Shares of Hindustan Unilever (HUL) were trading higher for the seventh straight day, up 2 per cent at Rs 2,108 on the BSE on Thursday, after the company reported better-than-expected September quarter (Q2FY20) results.
The stock of fast moving consumer goods (FMCG) company surpassed its previous high of Rs 2,102 touched on September 23, 2019. In the past eight days, it has rallied 12 per cent, as compared to a 3 per cent rise in the S&P BSE Sensex.
HUL’s net profit grew 21 per cent at Rs 1,840 crore, while sales revenue rose 6 per cent at Rs 9,708 crore relative to the corresponding quarter of the previous fiscal.

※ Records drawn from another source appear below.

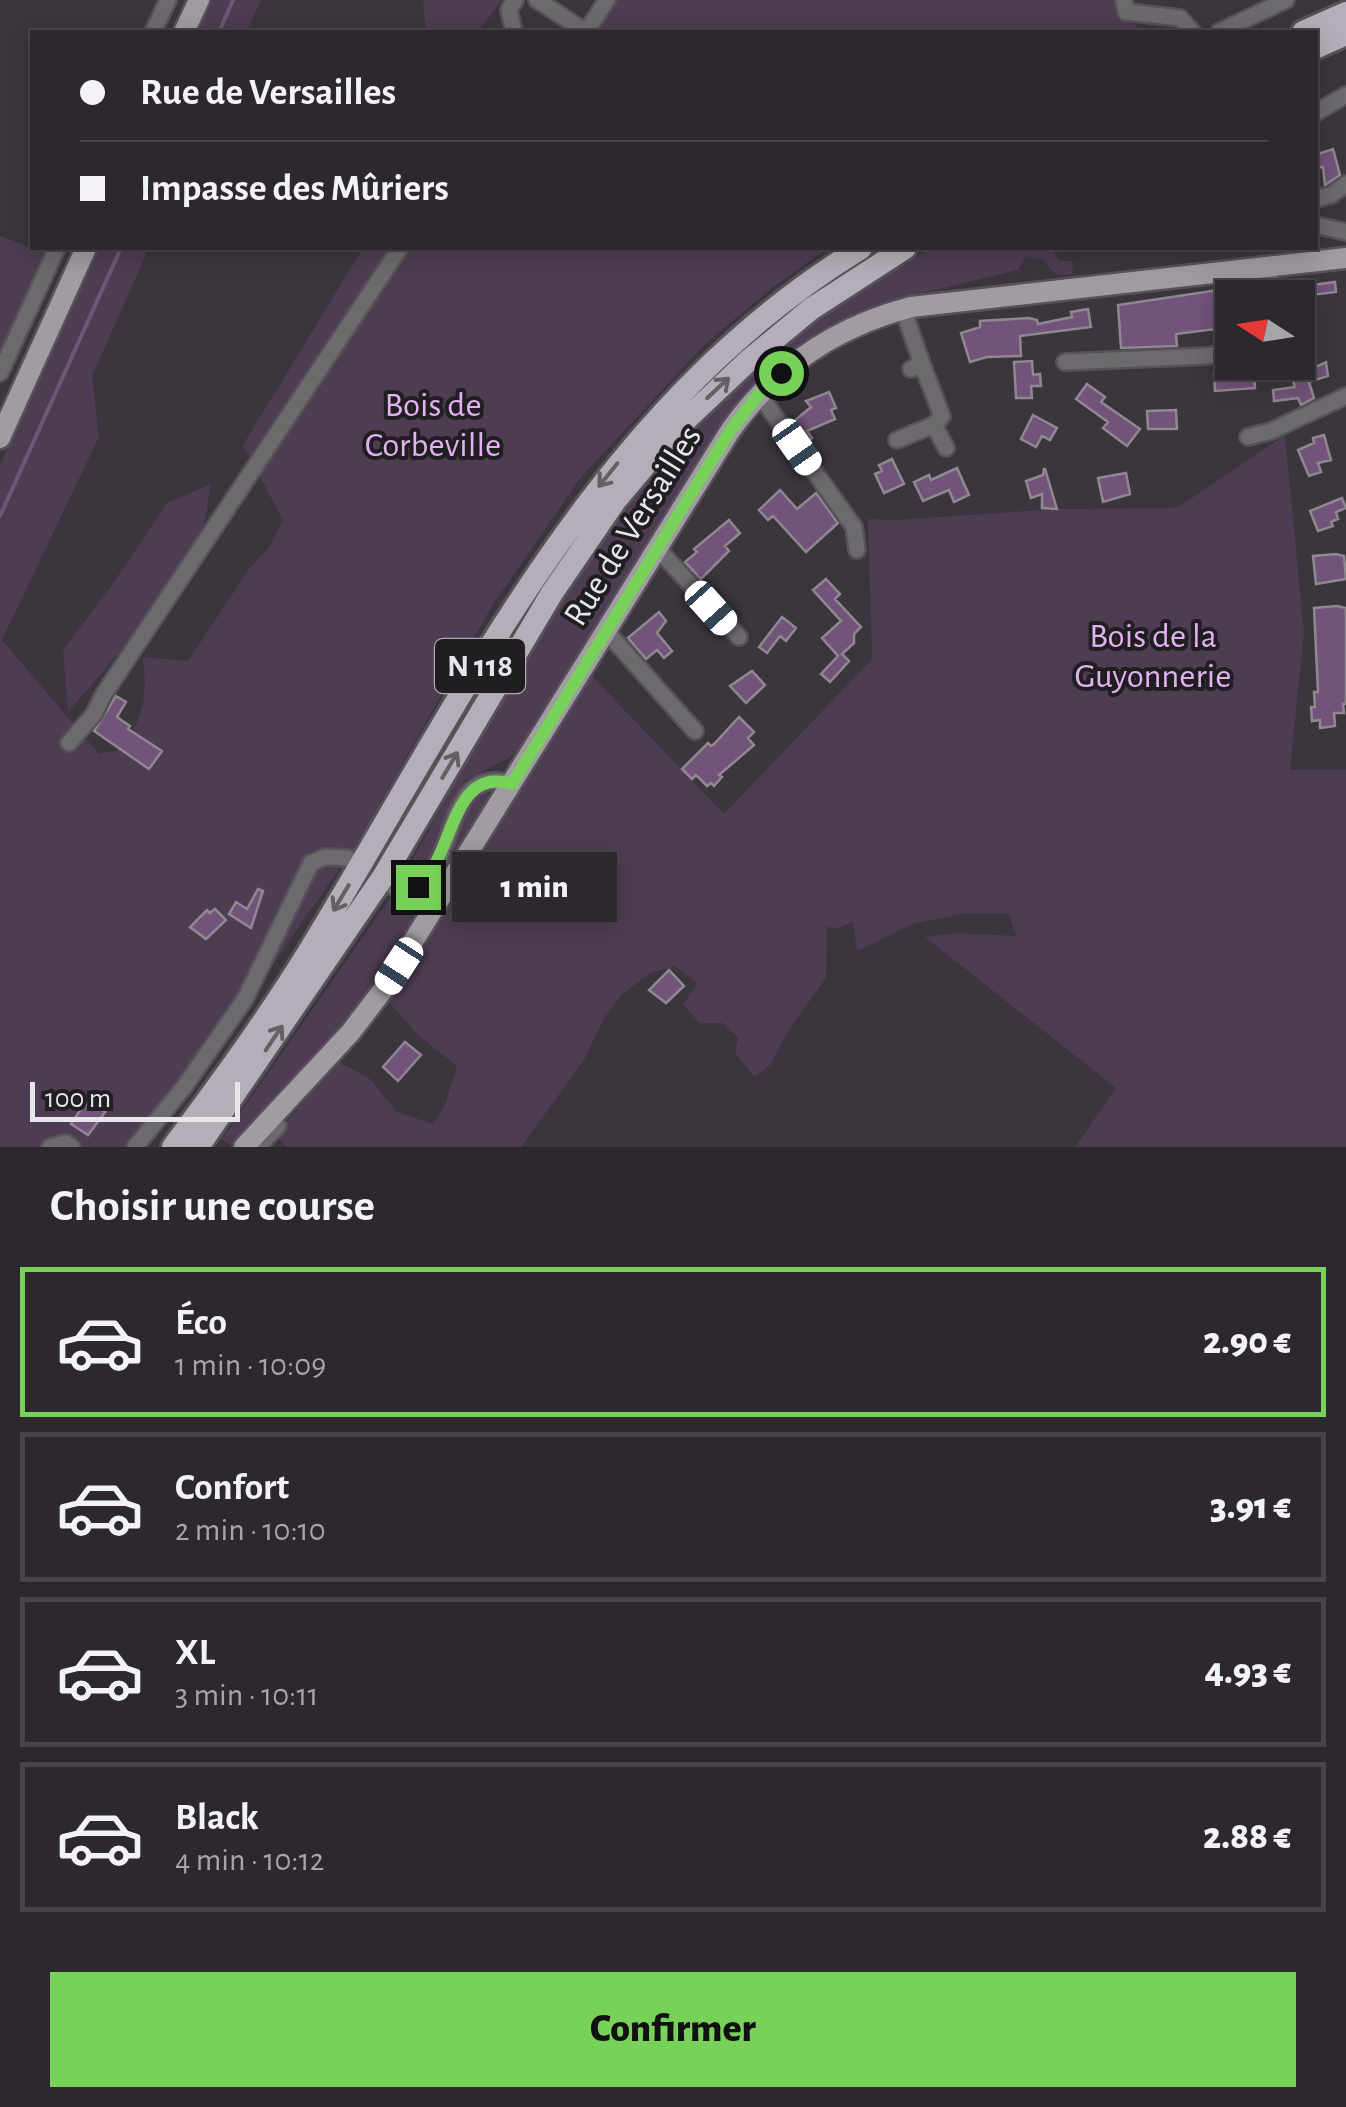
<!DOCTYPE html>
<html lang="fr">
<meta charset="utf-8">
<style>
body{margin:0;font-family:"Alegreya Sans",sans-serif;background:#38343a;color:#f1f3f6;height:100vh;display:flex;flex-direction:column;font-size:38px;white-space:nowrap}
*{box-sizing:border-box;margin:0}
p{font-size:32px;color:#a6a6aa}
.icon{flex:none;width:55px;height:55px;fill:none;stroke:currentColor;stroke-width:2;stroke-linecap:round;stroke-linejoin:round}
.map{position:relative;height:1147px;overflow:hidden}
.side{display:flex;flex-direction:column;background:#2c282e;flex:1}
.side>*{flex:none}
.hud{position:absolute;left:30px;top:30px;width:1288px;height:220px;border-radius:0px;box-shadow:0 5px 25px #0003,0 0 0 2px #48444a;display:grid;align-content:center;height:220px;padding:0 50px;background:#2c282e}
.needle{width:65px;rotate:282deg}
.tools{position:absolute;left:1215px;top:280px;display:grid;gap:20px}
.tools a{display:grid;place-items:center;width:100px;height:100px;border-radius:0px;background:#2c282e;box-shadow:0 5px 25px #0003,0 0 0 2px #48444a;font-size:50px}
.scale{position:absolute;left:30px;bottom:25px;width:210px;box-sizing:border-box;padding-left:10px;border:5px solid #e9e6eb;border-top:0;font-size:28px;line-height:35px;white-space:nowrap;color:#e9e6eb;-webkit-text-stroke:8px #211e21;paint-order:stroke}
.end{position:absolute;width:45px;height:45px;margin:-22px;border:12px solid #78d158;background:#111;box-shadow:0 0 0 5px #111}
.from{border-radius:50%}
.bubble{position:absolute;height:70px;border-radius:0px;background:#2c282e;box-shadow:0 5px 25px #0003,0 0 0 2px #48444a;font-size:32px;font-weight:800;line-height:70px;text-align:center}
.car{position:absolute;width:30px;height:60px;margin:-30px -15px;border-radius:12px;box-shadow:0 0 8px 2px #0007;background:linear-gradient(#fff 24%,#345 0 40%,#fff 0 76%,#345 0 86%,#fff 0)}
.hud b{display:flex;align-items:center;gap:35px;height:95px;font-size:38px}
.hud b+b{border-top:2px solid #48444a}
.hud i{width:25px;height:25px;background:#f1f3f6}
ul{padding:0;list-style:none}
li{display:flex;align-items:center;gap:30px;height:150px;margin:0 20px 15px;padding:0 30px;border:5px solid #48444a;border-radius:0px}
li div{flex:1}
li b{display:block;font-size:38px}
li em{font-style:normal;font-weight:800}
li.active{border-color:#78d158}
li>.icon{width:90px;height:90px;stroke-width:1.5}
h2{padding:0 50px;font-size:45px;line-height:120px}
.cta{display:flex;gap:20px;margin-top:auto;padding:20px 50px}
.cta a{flex:1;height:115px;border-radius:0px;background:#78d158;color:#111;font-size:40px;font-weight:800;line-height:115px;text-align:center}
.map>svg:first-child{display:block}
.green{fill:#4e3c53}
.lines{fill:none;stroke-linecap:round;stroke-linejoin:round}
.stream{stroke:#6c5972;stroke-width:4}
.building{fill:#72547a;stroke:#8f8891;stroke-width:2.5}
.minor-casing{stroke:#575159;stroke-width:20}
.major-casing{stroke:#575159;stroke-width:25}
.highway-casing{stroke:#575159;stroke-width:28}
.minor{stroke:#6d6a6e;stroke-width:15}
.major{stroke:#a19ba3;stroke-width:20}
.highway{stroke:#b5aeb8;stroke-width:22}
.oneway{stroke:#645f65}
.route{stroke:#78d158;stroke-width:12}
.labels{text-anchor:middle;dominant-baseline:central;stroke-width:8;stroke-linejoin:round;paint-order:stroke}
.shield{fill:#211e21;stroke:#adaaae;stroke-width:2.5}
.shield-label{font-size:32px;font-weight:bold;fill:#e9e6eb}
.park-label{font-size:35px;fill:#e1b1f0;stroke:#211e21}
.street-label{font-size:35px;fill:#e9e6eb;stroke:#211e21}
</style>
<div class="map">
<svg width="1346" height="1147" viewBox="0 0 1346 1147">
<rect width="100%" height="100%" fill="#3b353d"/>
<path class="green" d="M209,0H261L246,32H194Z
M423,0H500L501,1L478,32H426Z
M607,0H1114L1141,32H591Z
M0,236L45,252L0,353Z
M98,248H149L92,376L99,437L2,640L99,754L119,750C145,717 147,698 143,657L188,661L249,569L270,546L283,520L243,445L363,248H828L773,287L705,344L582,476L492,606L357,843L191,1083L133,1147H0V465Z
M931,248H1051L1060,261H1072L1073,274L1056,275L1043,260L1026,257L1018,270L881,303L812,337L731,410L519,749L509,758L464,781L422,875H404C494,712 584,539 717,407C781,343 854,294 931,248Z
M1285,435L1304,633L1290,770H1346V1147H1075L1116,1088L925,937L955,933L1016,936L1009,914H963L915,923L857,951L853,922L838,928L827,927L826,978L790,1028L770,1065L754,1077L735,1053L738,1037L722,1023H700L683,1005L697,983L675,966L650,973L621,995L603,1020L584,1060L521,1147H287L275,1135L338,1061L370,1079L397,1112L433,1124L445,1105L457,1066L418,1035L387,1000L590,674L724,814L872,659L868,519L896,520L1057,509L1177,508Z
M211,484L202,538L145,623L68,712L63,650L116,579L167,503Z
M480,791L488,793L490,798L486,808C439,885 394,963 337,1033C305,1073 266,1108 232,1146L222,1139L393,894C402,895 415,898 424,892C443,877 461,822 471,799Z"/>
<g class="lines">
<path class="stream" d="M219,32L233,0
M0,516L121,248"/>
</g>
<path class="building" d="M1333,149L1340,175L1325,185L1323,167L1315,168V155Z
M1312,280V285L1335,282L1336,292L1286,298L1285,283Z
M1232,288V327L1176,334L1177,346L1121,348L1118,305Z
M1088,309L1091,327L1020,336L1021,356L987,357L970,362L961,333L980,327V321L1029,318L1037,320L1038,324L1072,317L1071,312Z
M1032,361L1033,375L1040,374L1041,386H1031L1032,398H1016L1014,362Z
M1287,362H1302L1305,372L1326,362L1328,376L1309,382L1314,398L1301,405L1298,398L1274,401L1273,390L1295,387Z
M1254,371L1255,388L1215,391L1214,374Z
M1087,384L1105,397L1101,402L1140,429L1127,446L1103,428L1108,422L1076,399Z
M829,392L836,408L831,410L835,419L807,431L812,438L807,442L793,422L811,407L806,401Z
M1176,410L1177,429H1148L1147,411Z
M1033,415L1057,428L1050,440L1042,436L1036,447L1021,439Z
M1324,435L1331,460L1318,463L1321,472L1309,476L1298,450L1314,443L1313,438Z
M892,459L904,484L884,493L875,474L882,471L879,465Z
M957,468L969,495L954,502L949,490L923,501L914,482L929,475L931,480Z
M1044,469H1045L1057,509L1042,508V494L1031,498L1026,481L1043,475Z
M1126,473L1130,494L1103,502L1098,478Z
M780,490L797,509L816,493L838,523L806,552L773,516L768,520L759,510Z
M1342,498L1346,508L1336,512L1338,519L1331,522L1333,526L1318,531L1310,511Z
M729,520L740,533L725,546L729,551L701,579L685,562L697,552L694,549Z
M1336,554L1344,556L1346,579L1316,584L1313,556Z
M826,579L840,594L835,599L861,627L854,634V643L842,654L849,661L830,682L821,674L838,656L822,638L841,621L813,590Z
M1337,606L1346,608V704H1343L1344,713H1334L1335,726L1320,728V720L1312,721L1311,707H1315L1314,692H1318L1314,608Z
M659,612L666,621L657,633L672,651L664,658L657,650L646,659L628,638Z
M782,617L796,628L786,641L780,636L767,653L759,647Z
M752,671L765,685L746,703L730,686Z
M116,696L126,702L117,717L130,726L128,729L162,751L149,769L94,731Z
M739,717L754,732L748,738L754,745L719,775L722,777L714,786L711,783L707,786L696,775L692,779L682,769L708,743L711,746L714,744Z
M258,889L263,891L251,928L229,914L236,902L247,909Z
M215,909L226,920L206,939L190,927L207,910L210,913Z
M669,970L684,986L666,1003L649,990Z
M405,1042L421,1055L398,1081L383,1067Z
M85,1103L89,1106L92,1103L105,1112L88,1135L71,1124Z"/>
<g class="lines">
<g class="minor-casing">
<path id="minor" d="M537,0L586,32
M1124,0L1126,12L1180,18L1193,32
M153,32L168,0
M514,32L509,10L515,0
M586,32L607,0
M1219,32L1286,0
M1315,113L1346,95
M1315,199L1331,195L1346,184
M1315,225L1346,232
M1270,269L1271,298
M903,309L922,364L911,369
M1065,362L1207,356L1232,351
M922,364L942,416L934,425
M0,373L57,248
M759,394L854,527L857,550
M1248,437L1271,431L1346,396
M897,440L934,425L946,448
M657,548L739,637
M606,631L695,731
M69,743L94,714L104,694L400,248
M393,887C463,905 433,759 512,784
M50,1147L66,1143L72,1147
M135,1147L184,1087L245,999L311,863L325,857L348,858
M258,1147L278,1126"/>
</g>
<g class="major-casing">
<path id="major" d="M184,32L199,0
M0,438L86,248
M244,1147L350,1033L383,990L730,431C775,367 835,327 911,307L1346,258"/>
</g>
<g class="highway-casing">
<path id="highway" d="M1303,32L1346,13
M1315,48L1346,34
M173,1147C221,1082 269,1017 311,948C467,692 596,410 861,248
M198,1147L383,877L552,593L615,501L674,431L748,361L811,309L905,248"/>
</g>
<use href="#minor" class="minor"/>
<use href="#major" class="major"/>
<use href="#highway" class="highway"/>
</g>
<defs><path id="oneway-shaft" d="M-6 0H5M1.5-3L5.5 0L1.5 3" fill="none" stroke-width="1.6" stroke-linecap="round" stroke-linejoin="round" transform="scale(2.5)"/></defs>
<g class="oneway">
<use href="#oneway-shaft" transform="translate(718 388) rotate(-43)"/>
<use href="#oneway-shaft" transform="translate(608 475) rotate(129)"/>
<use href="#oneway-shaft" transform="translate(450 765) rotate(-59)"/>
<use href="#oneway-shaft" transform="translate(341 898) rotate(121)"/>
<use href="#oneway-shaft" transform="translate(274 1038) rotate(-56)"/>
</g>
<g class="lines">
<path class="route" d="M418,887C455,856 450,765 512,784L730,431L759,394L781,373"/>
</g>
<g class="labels">
<rect class="shield" x="435" y="639" width="90" height="54" rx="8"/>
<g class="shield-label">
<text x="480" y="666">N 118</text>
</g>
<g class="park-label">
<text x="433" y="405">Bois de<tspan x="433" dy="40">Corbeville</tspan></text>
<text x="1153" y="636">Bois de la<tspan x="1153" dy="40">Guyonnerie</tspan></text>
</g>
<g class="street-label">
<text transform="translate(633 526) rotate(-58)">Rue de Versailles</text>
</g>
</g>
</svg>
<div class="tools">
<a><svg class="needle" viewBox="-14 -14 28 28"><path d="M0-13l5 13h-10z" fill="#e53935"/><path d="M0 13l5-13h-10z" fill="#a6a6aa"/></svg></a>
</div>
<div class="scale">100 m</div>
<i class="end from" style="left:781px;top:373px"></i>
<i class="end" style="left:418px;top:887px"></i>
<div class="bubble" style="left:452px;top:852px;width:165px">1 min</div>
<i class="car" style="left:797px;top:447px;rotate:145deg"></i>
<i class="car" style="left:711px;top:608px;rotate:138deg"></i>
<i class="car" style="left:399px;top:966px;rotate:213deg"></i>
<div class="hud">
<b><i class="from"></i>Rue de Versailles</b>
<b><i></i>Impasse des Mûriers</b>
</div>
</div>
<section class="side">
<h2>Choisir une course</h2>
<ul>
<li class="active"><svg class="icon" aria-label="car" viewBox="0 0 24 24"><path d="M5 17H2v-5l4-1 3-4h7l3 4 3 1v5h-3M9 17h6M6 11h13"/><circle cx="7" cy="17" r="2"/><circle cx="17" cy="17" r="2"/></svg><div><b>Éco</b><p>1 min · 10:09</p></div><em>2.90 €</em></li>
<li><svg class="icon" aria-label="car" viewBox="0 0 24 24"><path d="M5 17H2v-5l4-1 3-4h7l3 4 3 1v5h-3M9 17h6M6 11h13"/><circle cx="7" cy="17" r="2"/><circle cx="17" cy="17" r="2"/></svg><div><b>Confort</b><p>2 min · 10:10</p></div><em>3.91 €</em></li>
<li><svg class="icon" aria-label="car" viewBox="0 0 24 24"><path d="M5 17H2v-5l4-1 3-4h7l3 4 3 1v5h-3M9 17h6M6 11h13"/><circle cx="7" cy="17" r="2"/><circle cx="17" cy="17" r="2"/></svg><div><b>XL</b><p>3 min · 10:11</p></div><em>4.93 €</em></li>
<li><svg class="icon" aria-label="car" viewBox="0 0 24 24"><path d="M5 17H2v-5l4-1 3-4h7l3 4 3 1v5h-3M9 17h6M6 11h13"/><circle cx="7" cy="17" r="2"/><circle cx="17" cy="17" r="2"/></svg><div><b>Black</b><p>4 min · 10:12</p></div><em>2.88 €</em></li>
</ul>
<div class="cta"><a>Confirmer</a></div>
</section>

EBITDA (earnings before interest, tax, depreciation and amortization) margin, too, expanded 293 bps year on year to 24.8 per cent in Q2FY20. Benign input cost, improved product-mix, cost saving initiatives, lower employee cost and higher operating leverage contributed to better operating performance despite higher advertising expenses, the company's financial statement showed.
“The company took measures such as price cuts (soaps/detergents), passed on the benefits of lower palm oil prices to consumers to keep volumes intact, took cost savings initiatives and also benefitted from an overall benign commodity price environment. The fall in crude prices and other cost cutting initiatives undertaken by the company will lead to further EBITDA margin expansion to around 25 per cent by FY21,” analysts at KR Choksey Shares and Securities said in a result's update. The brokerage firm has assigned ‘accumulate’ rating on the stock with target price of Rs 2,203 per share.
Furthermore, analysts at Reliance Securities believe even with a likely pick-up in rural volume, the organic nominal growth will decline as the company will pass on the benefit of lower input cost to the consumers. With decrease in nominal growth rate, its earnings growth trajectory is unlikely to sustain at the current elevated levels, it added.